In 2011, Lauren Faust, the creator of Friendship Is Magic, submitted original sketches of the show to a charity auction in the wake of the Tōhoku earthquake and tsunami that year; she raised $15,000 for Give2Asia.

In 2012, Everfree Northwest's charity auction raised $13,535 for the Seattle Children's Hospital. In 2015, BronyCon's charity auction raised $30,645 for CureSearch for Children's Cancer.

From 2014 to 2016, Ponyville Ciderfest raised a total of $26,758.50 for Extra Life 4 Kids from their charity auction. From 2017 to 2019, it raised $72,999.08 for Generations Against Bullying. Since 2021, the convention has supported the Wisconsin Humane Society, with the 2023 event raising $111,186.90. As of 2023, Ponyville Ciderfest has raised a total of $261,005.98.
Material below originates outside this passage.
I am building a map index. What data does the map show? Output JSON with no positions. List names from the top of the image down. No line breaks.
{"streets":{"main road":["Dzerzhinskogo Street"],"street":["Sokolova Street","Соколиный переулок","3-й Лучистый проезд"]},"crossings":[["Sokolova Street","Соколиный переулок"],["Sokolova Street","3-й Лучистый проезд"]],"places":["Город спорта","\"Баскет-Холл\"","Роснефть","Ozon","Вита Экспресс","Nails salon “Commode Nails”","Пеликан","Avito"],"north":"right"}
From 2009 to 2019, UK PonyCon raised a total of £38,000 for the Riding for the Disabled Association (RDA). Following a virtual-only event in 2020 due to the COVID-19 pandemic that raised £3,424.47, UK PonyCon resumed in-person gatherings in 2021 and continued supporting the RDA. In total, UK PonyCon has raised over £100,000 for the RDA as of 2025.

Since 2023, Mare Fair—a brony convention held annually in Orlando, Florida—has worked with Fallen Oak Equine Rescue and Rehabilitation as their charity benefactor. Mare Fair's charity auction raised over $50,000 in 2023, $103,483 in 2024, and $115,660 in 2025.

== Analysis ==
In 2016, Pavol Kosnáč studied different types of bronies and found that 63% of fans said the show influenced their moral values, which created conditions that encouraged helping others. Kosnáč identified specific ways the show motivated charitable behavior: bronies described feeling a special kind of happiness from watching a show that promoted optimism, learning moral lessons that changed their behavior, and finding comfort that helped counter negative attitudes in society. Kosnáč found that the fan community's welcoming and protective culture, which developed partly because bronies faced criticism from outsiders, strengthened the expectation that members should help others. Many bronies reported significant personal transformations, with one describing how they changed from being "a cynical jerk" to "trying to be helpful" after watching the show.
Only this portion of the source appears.